This activity provides invaluable exercise
in creative problem-solving and teamwork. The students first spend a few
weeks becoming proficient in the basics of theater production. Using interactive
software programs, students working in groups are responsible for creating
a script, designing sets, and incorporating lighting and music to keep
pace with the theme, dialogue, and movements of the animated "actors".
After they have blocked out all of the elements of their play on the computer,
the students must create a live production of the play. Students also
practice interviewing techniques in anticipation of their meetings with
community leaders. They strive for a professional look, and videotape
their mock interviews to study the results. One obvious benefit is how
quickly the students become "co-workers" in this team-building
environment.
"This is a program in its infancy,
but it is off to a strong start," stated Stanley Intermediate School
teacher Amy Wright, who first brought the proposal to the LASF. "We
are seeing more and more ways to implement the program, as it develops."

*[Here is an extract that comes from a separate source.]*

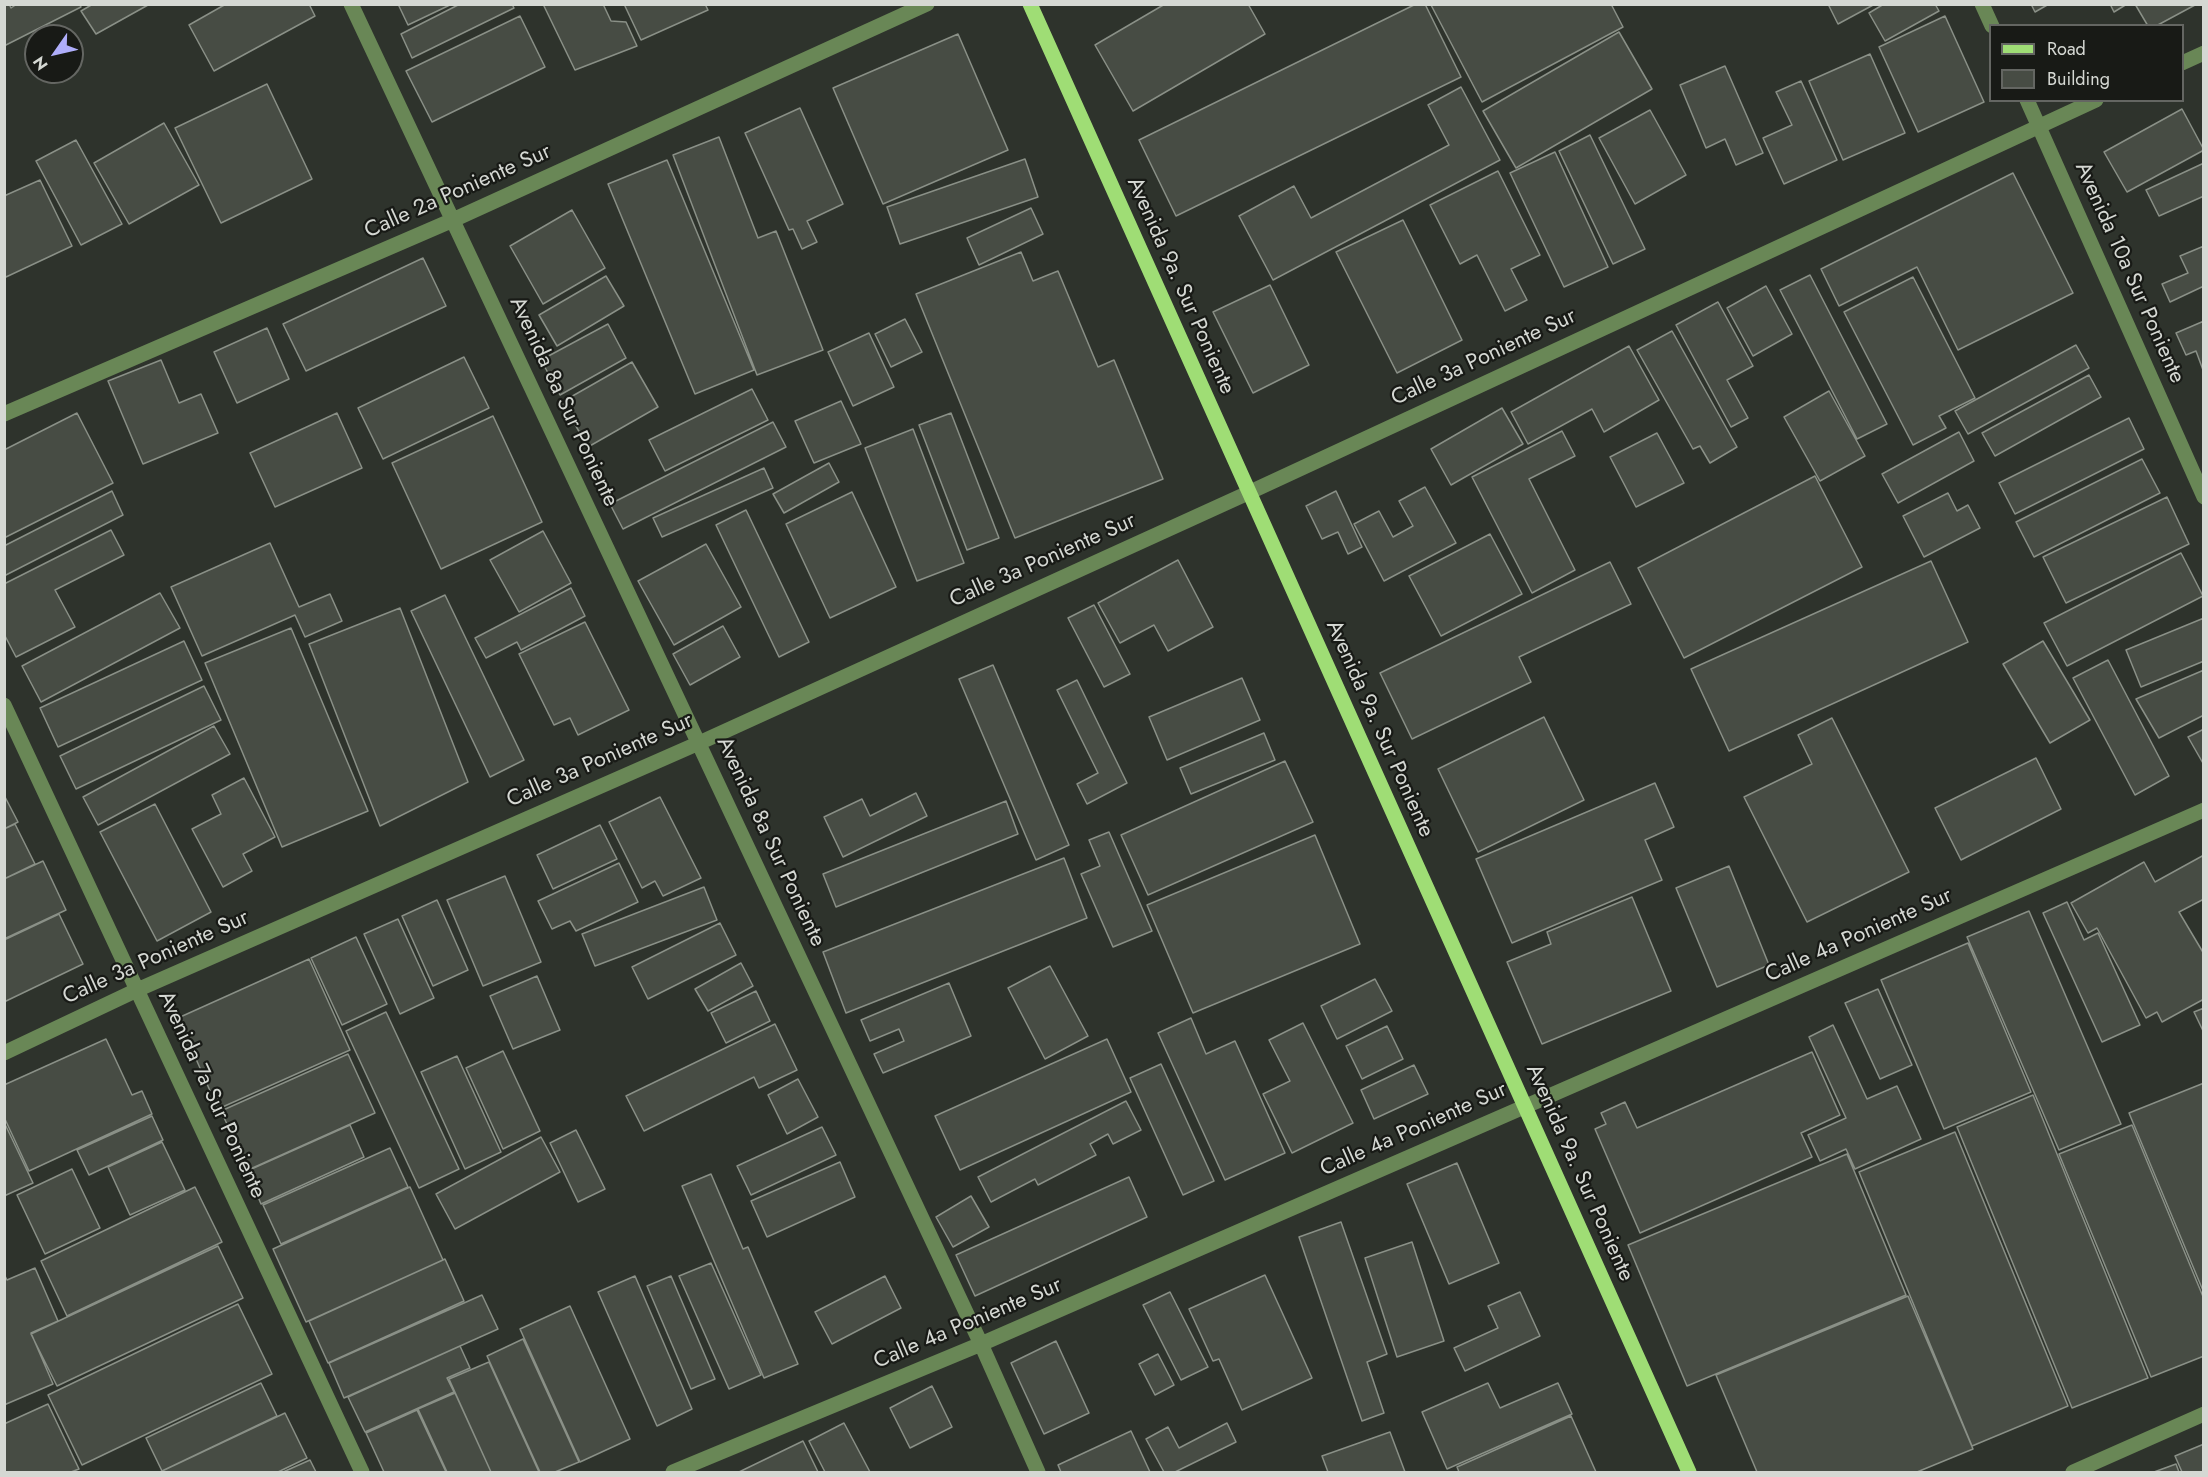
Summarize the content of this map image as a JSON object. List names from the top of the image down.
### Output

Wright’s own enthusiasm for the project is reflected in the ebullient
participation of students in the seventh and eighth grade Media Arts-Production
Studio elective class, as well as in the sixth grade "SMART wheel"
of Stanley’s curricular electives. The lessons in digital photography
are also applied to the production of the weekly student newspaper.
"The students are really excited,
and inspired to create terrific projects", said Mrs. Wright. She
continued, "These early efforts will give them the skills they will
need when they are conducting actual interviews, and reviewing and editing
the videotapes." They will produce their final year-end projects
using Avid Cinema, an all encompassing video production and editing computer
software program. This new curriculum is a great introduction to the multi-media
skills in which proficiency will be expected by the time these students
enter the work force.
Through another LASF Spring grant, an Automated
Weather System was installed on the Burton Valley Elementary School
campus. The information gathered by the system provides support to the
fourth grade curriculum focused on the study of the earth’s atmosphere.
Just as it has for the 27,000 other school sites nationwide that are networked
through this system, the new weather station helps to bring the study
of the atmosphere alive for the students, with the most current weather
data available for hands-on meteorology. The external sensor unit, rotating
on top of the school library, brings up to the minute atmospheric information
to an interactive electronic display which is located inside the library,
accessible to the whole student body.
The proposal for this AirWatch System was
brought to the LASF by Burton Valley fourth grade teacher Eric Meinbress,
a licensed private pilot, who incorporates his avocation into his lessons
by teaching the children to use weather and geography information to chart
their own flight plans. The students access the AirWatch system for the
most current weather, right from their own school site, as well as access
information from the Concord Airport air traffic controllers office. They
then practice their math skills to graphically interpret the scientific
information and chart a thorough flight plan from take-off to landing.
Excited about the Internet link, Meinbress
said, "All of the schools in the district can make use of this resource,
not only at the fourth grade level, but at a variety of grade levels."
In regard to the wealth of enriching lesson
plans included with the hardware Meinbress continued, "There is interest
in the study of the weather at all grade levels. Even in the kindergarten
classes, the students note what the weather is like outside everyday,
and place a corresponding sticker on their classroom calendar. These lesson
plans are easily adaptable to all grade levels, including high school."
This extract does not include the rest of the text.